Mariana Rondón et Marité Ugás, deux cinéastes renommées, continuent d’explorer le paysage complexe du cinéma vénézuélien à travers leur dernière œuvre. Leur film, « Aún es de noche en Caracas », dévoile un portrait poignant de la capitale vénézuélienne, mise en scène dans la tension d’un quotidien marqué par la répression. Projeté récemment au Festival du film et forum international sur les droits humains de Genève, le film soulève des questions brûlantes sur la survie et l’exode de ses habitants.
L’impact cinématographique de Rondón et Ugás sur la scène internationale
Depuis plus de deux décennies, Mariana Rondón et Marité Ugás forment un duo emblématique du cinéma engagé en Amérique latine. Leur approche unique permet non seulement de capturer l’intimité et les dilemmes personnels de leurs personnages, mais aussi de dresser un portrait saisissant des réalités sociales et politiques vénézuéliennes. L’influence de leur travail s’étend bien au-delà des frontières nationales, touchant un public international grâce à un langage cinématographique accessible et universel.

Une filmographie engagée au service du documentaire social
Rondón et Ugás ne se contentent pas de raconter des histoires. Elles plongent au cœur des sujets brûlants tels que la pauvreté, la corruption, et le contrôle autoritaire. Le duo utilise le cinéma comme un miroir pour refléter la complexité des émotions humaines au sein de contextes politiques oppressifs, offrant ainsi aux spectateurs un regard sans fard sur des réalités souvent méconnues.
La genèse de « Aún es de noche en Caracas »
Leur dernier film, « Aún es de noche en Caracas », trouve ses racines dans le roman « La Fille de l’Espagnole » de Karina Sainz Borgo. L’histoire raconte le parcours de la protagoniste, Adelaida, qui lutte pour conserver son logement et sa dignité dans un pays rongé par la violence. Ce choix narratif permet aux réalisatrices de montrer les conséquences humainement destructrices de la répression sans jamais se focaliser directement sur le régime en place. Le film est un témoignage vibrant de l’angoisse quotidienne vécue par les Vénézuéliens.
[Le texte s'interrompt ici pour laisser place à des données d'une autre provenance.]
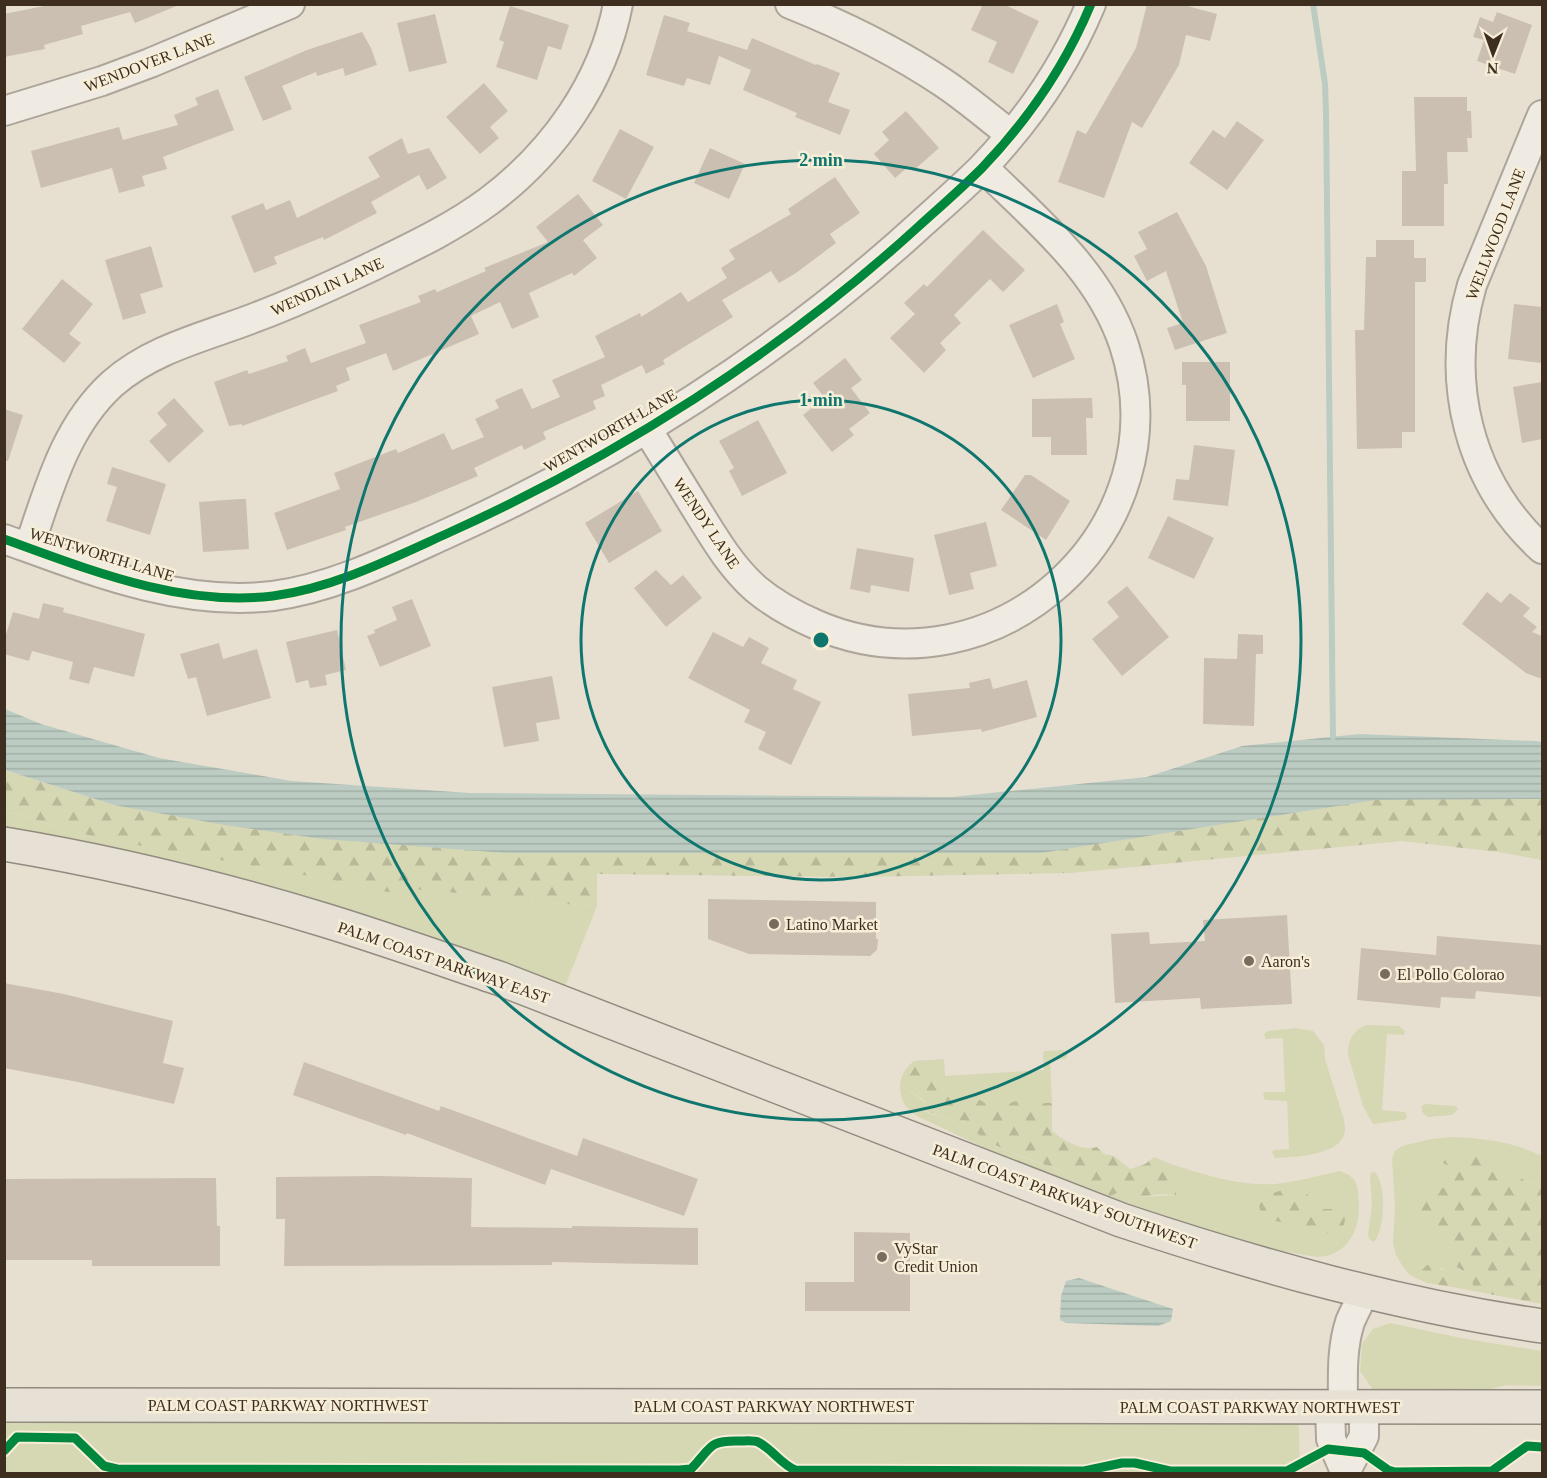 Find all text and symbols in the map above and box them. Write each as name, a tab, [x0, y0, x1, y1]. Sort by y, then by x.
north arrow	[1463, 24, 1523, 84]
street label: WENDOVER LANE	[82, 30, 217, 95]
text: N	[1486, 60, 1499, 77]
text: 2 min	[799, 150, 843, 170]
street label: WELLWOOD LANE	[1463, 166, 1528, 302]
street label: WENDLIN LANE	[268, 254, 386, 319]
street label: WENTWORTH LANE	[541, 385, 680, 475]
text: 1 min	[799, 390, 843, 410]
street label: WENDY LANE	[670, 475, 743, 572]
street label: WENTWORTH LANE	[27, 524, 176, 585]
centre of rings	[811, 630, 831, 650]
place label: Latino Market	[786, 916, 879, 933]
marker: Latino Market	[767, 917, 781, 931]
street label: PALM COAST PARKWAY EAST	[336, 918, 552, 1007]
place label: Aaron's	[1261, 953, 1310, 970]
marker: Aaron's	[1242, 954, 1256, 968]
place label: El Pollo Colorao	[1397, 966, 1505, 983]
marker: El Pollo Colorao	[1378, 967, 1392, 981]
street label: PALM COAST PARKWAY SOUTHWEST	[931, 1141, 1199, 1252]
place label: VyStar Credit Union	[894, 1240, 978, 1275]
marker: VyStar Credit Union	[875, 1250, 889, 1264]
street label: PALM COAST PARKWAY NORTHWEST	[148, 1397, 428, 1414]
street label: PALM COAST PARKWAY NORTHWEST	[634, 1398, 914, 1415]
street label: PALM COAST PARKWAY NORTHWEST	[1120, 1399, 1400, 1416]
L’importance du témoignage social
En brossant un portrait intime de la capitale, Rondón et Ugás réussissent à illustrer comment les tensions politiques se répercutent sur la vie de citoyens ordinaires. La répression, les pénuries alimentaires et énergétiques, et le rationnement sont décrits avec une précision qui vise à sensibiliser les spectateurs à la réalité actuelle du Venezuela.
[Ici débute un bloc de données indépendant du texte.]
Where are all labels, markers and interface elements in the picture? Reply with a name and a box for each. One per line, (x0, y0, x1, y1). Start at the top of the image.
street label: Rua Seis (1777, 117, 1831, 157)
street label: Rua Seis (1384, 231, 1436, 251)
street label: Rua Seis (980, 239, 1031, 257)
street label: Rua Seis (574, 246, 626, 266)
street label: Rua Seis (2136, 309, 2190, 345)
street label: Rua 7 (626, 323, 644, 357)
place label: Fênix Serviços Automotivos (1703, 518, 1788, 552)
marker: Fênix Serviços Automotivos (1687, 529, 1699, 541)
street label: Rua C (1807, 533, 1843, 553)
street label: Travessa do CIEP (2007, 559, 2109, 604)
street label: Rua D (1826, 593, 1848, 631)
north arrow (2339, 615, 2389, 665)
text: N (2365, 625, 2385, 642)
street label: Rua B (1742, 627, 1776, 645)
L’accueil critique et la distribution internationale
Le film a été acclamé lors de sa présentation à Genève, suscitant de nombreuses discussions sur la scène internationale. Bien que sa sortie au Venezuela ne soit pas prévue, il est accessible dans la plupart des pays d’Amérique latine en salles et sur Netflix. Cet écho médiatique souligne l’engagement politique et les talents artistiques des deux réalisatrices, consolidant leur place dans le cinéma contemporain.
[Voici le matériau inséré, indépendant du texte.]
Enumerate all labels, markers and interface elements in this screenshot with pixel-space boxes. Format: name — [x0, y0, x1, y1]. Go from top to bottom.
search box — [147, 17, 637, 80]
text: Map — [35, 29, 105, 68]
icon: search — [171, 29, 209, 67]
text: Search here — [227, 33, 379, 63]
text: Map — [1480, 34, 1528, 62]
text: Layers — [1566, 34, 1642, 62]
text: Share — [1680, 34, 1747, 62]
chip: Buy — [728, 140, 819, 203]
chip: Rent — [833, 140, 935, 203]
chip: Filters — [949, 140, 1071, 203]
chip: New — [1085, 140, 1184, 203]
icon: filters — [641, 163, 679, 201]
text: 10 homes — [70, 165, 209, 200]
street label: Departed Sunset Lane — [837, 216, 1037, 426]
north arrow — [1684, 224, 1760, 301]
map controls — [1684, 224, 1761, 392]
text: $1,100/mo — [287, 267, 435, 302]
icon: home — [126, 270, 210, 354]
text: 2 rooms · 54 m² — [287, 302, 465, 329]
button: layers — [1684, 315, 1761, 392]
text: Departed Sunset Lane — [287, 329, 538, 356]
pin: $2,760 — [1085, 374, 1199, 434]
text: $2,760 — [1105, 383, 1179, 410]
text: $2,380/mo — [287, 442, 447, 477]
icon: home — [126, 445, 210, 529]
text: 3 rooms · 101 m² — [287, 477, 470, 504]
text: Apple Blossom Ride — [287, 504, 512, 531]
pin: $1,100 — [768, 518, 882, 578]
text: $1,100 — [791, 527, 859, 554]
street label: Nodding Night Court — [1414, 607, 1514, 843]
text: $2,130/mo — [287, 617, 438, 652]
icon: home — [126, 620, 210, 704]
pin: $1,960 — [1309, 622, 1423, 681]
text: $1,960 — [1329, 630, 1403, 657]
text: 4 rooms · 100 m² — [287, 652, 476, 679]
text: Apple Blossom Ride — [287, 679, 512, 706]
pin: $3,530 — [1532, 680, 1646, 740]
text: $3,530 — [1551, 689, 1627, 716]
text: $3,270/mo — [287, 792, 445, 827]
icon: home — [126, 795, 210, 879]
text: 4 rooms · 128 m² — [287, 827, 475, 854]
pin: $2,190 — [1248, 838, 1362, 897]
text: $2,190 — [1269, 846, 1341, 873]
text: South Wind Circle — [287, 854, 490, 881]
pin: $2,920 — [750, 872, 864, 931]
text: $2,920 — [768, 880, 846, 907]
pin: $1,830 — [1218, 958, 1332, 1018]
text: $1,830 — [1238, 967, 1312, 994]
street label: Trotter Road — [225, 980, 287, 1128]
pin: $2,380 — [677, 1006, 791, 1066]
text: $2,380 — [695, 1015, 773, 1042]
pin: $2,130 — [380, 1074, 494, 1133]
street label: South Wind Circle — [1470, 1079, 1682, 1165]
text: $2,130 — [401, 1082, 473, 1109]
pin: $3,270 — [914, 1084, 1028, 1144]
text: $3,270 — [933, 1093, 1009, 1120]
Comparaison avec d’autres œuvres vénézuéliennes
Leur style se distingue par une approche qui privilégie l’humanité des personnages sur les enjeux politiques, une caractéristique que l’on retrouve dans d’autres films latino-américains marquants. Cependant, les films de Rondón et Ugás possèdent une authenticité brute qui attire particulièrement l’attention des critiques et du public.
| Film | Année | Thème principal |
|---|---|---|
| Pelo Malo | 2013 | Identité et discrimination |
| Aún es de noche en Caracas | 2025 | Survie et répression |
L’engagement continu envers les droits humains
Mariana Rondón et Marité Ugás continuent de mettre en lumière les droits humains, un thème central qui traverse tous leurs projets. En exposant les défis rencontrés par leurs compatriotes, elles espèrent non seulement sensibiliser leurs audiences, mais aussi encourager la solidarité et l’action. Leur travail montre que le cinéma peut être un puissant moyen de changement social.
Pour en savoir plus sur leur engagement et leur vision, consultez cette interview détaillée.
Les perspectives d’avenir pour Rondón et Ugás
Le duo envisage de continuer à explorer d’autres thèmes universels à travers le prisme de leurs expériences latino-américaines. En restant fidèles à leur engagement, elles espèrent inspirer une nouvelle génération de réalisateurs à aborder des sujets difficiles avec courage et authenticité.
- Répression quotidienne
- Importance des récits personnels
- Force du cinéma comme outil de changement
Pourquoi le film n’est-il pas sorti au Venezuela ?
La situation politique rend difficile la projection de films critiques du régime en place.
Quelles sont les influences littéraires du film ?
Le film s’inspire du livre ‘La Fille de l’Espagnole’ écrit par Karina Sainz Borgo.
Où puis-je voir le film ?
Il est disponible dans la plupart des pays d’Amérique latine, en salles et sur Netflix.